Endeavor Robotics was a private-equity-backed operating company owned by Arlington Capital Partners from its 2016 spinout until its 2019 sale. Investment and capital allocation decisions were made by CEO Sean Bielat in coordination with Arlington Capital's partners. The firm did not manage outside capital or operate as a family office.

How did Endeavor Robotics originate?

Endeavor Robotics was formed when Arlington Capital Partners purchased the defense and security division of iRobot in 2016. iRobot wanted to focus exclusively on its consumer Roomba business. The acquired division already had roughly 5,000 robots deployed across 30 countries, including the PackBot platform used at Ground Zero in 2001 (per the firm's official communications).

Did Endeavor Robotics operate as a single family office or does it operate more like a venture firm?

Neither. Endeavor Robotics was an operating company — a defense manufacturer that built and sold ground robots to military and public-safety customers. It was owned by private equity firm Arlington Capital Partners until FLIR Systems acquired it in 2019. It did not function as a family office, asset manager, or venture firm.

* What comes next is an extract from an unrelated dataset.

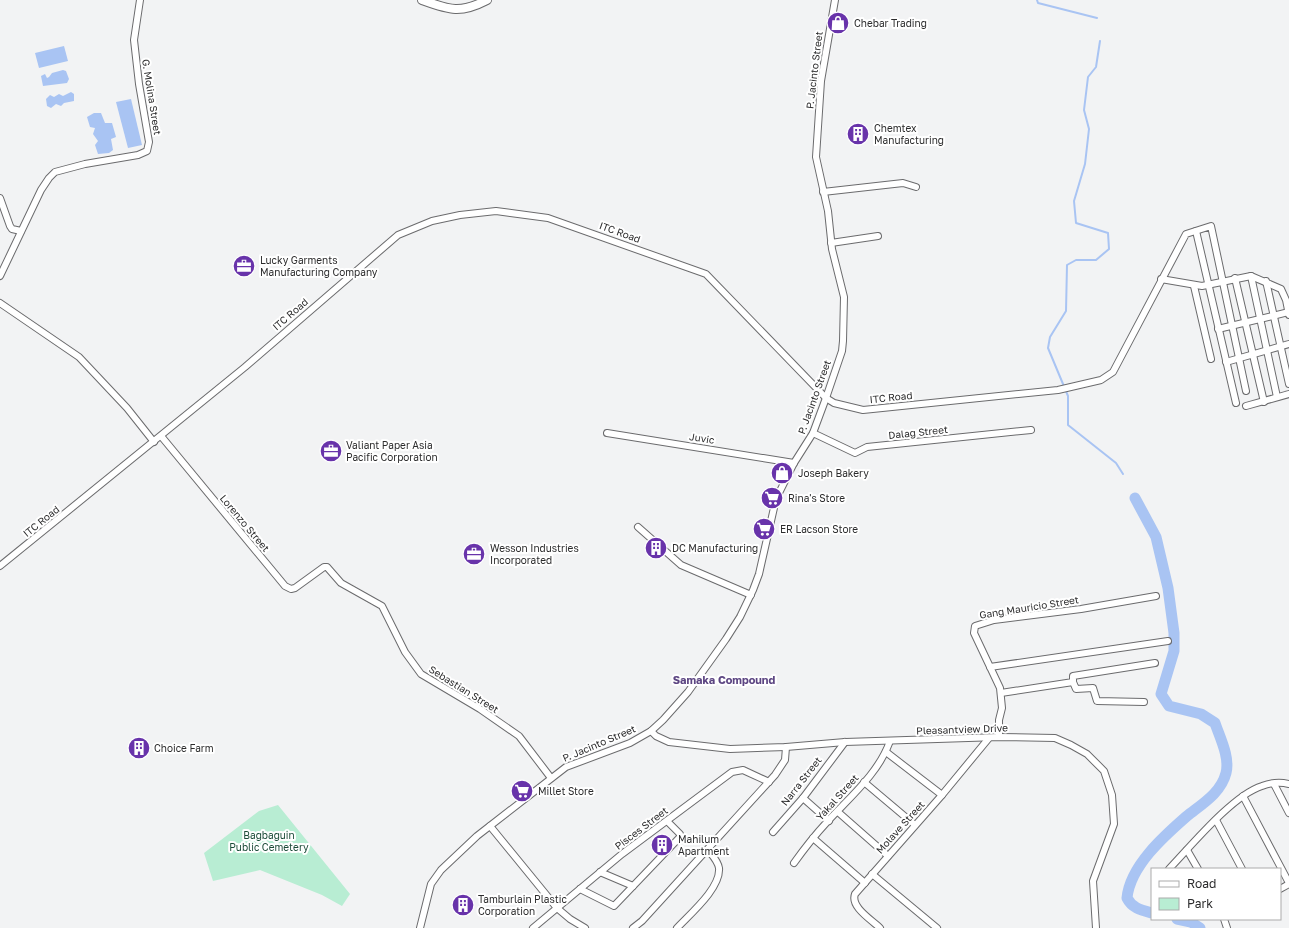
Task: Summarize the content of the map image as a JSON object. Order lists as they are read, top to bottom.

What is Endeavor Robotics's known posture on co-investments alongside external GPs?

Endeavor Robotics did not make co-investments or act as a limited partner. It was a portfolio company of Arlington Capital Partners and focused entirely on manufacturing and selling military ground robots. The company itself was an acquisition target — FLIR Systems bought it in 2019, and Teledyne later absorbed it via its FLIR acquisition in 2021.

Which sectors does Endeavor Robotics explicitly avoid?

Endeavor Robotics was a defense pure-play. It deliberately avoided consumer, commercial delivery, warehouse automation, and any sector outside military and public-safety ground robotics. The separation from iRobot's consumer division was the founding premise of the company.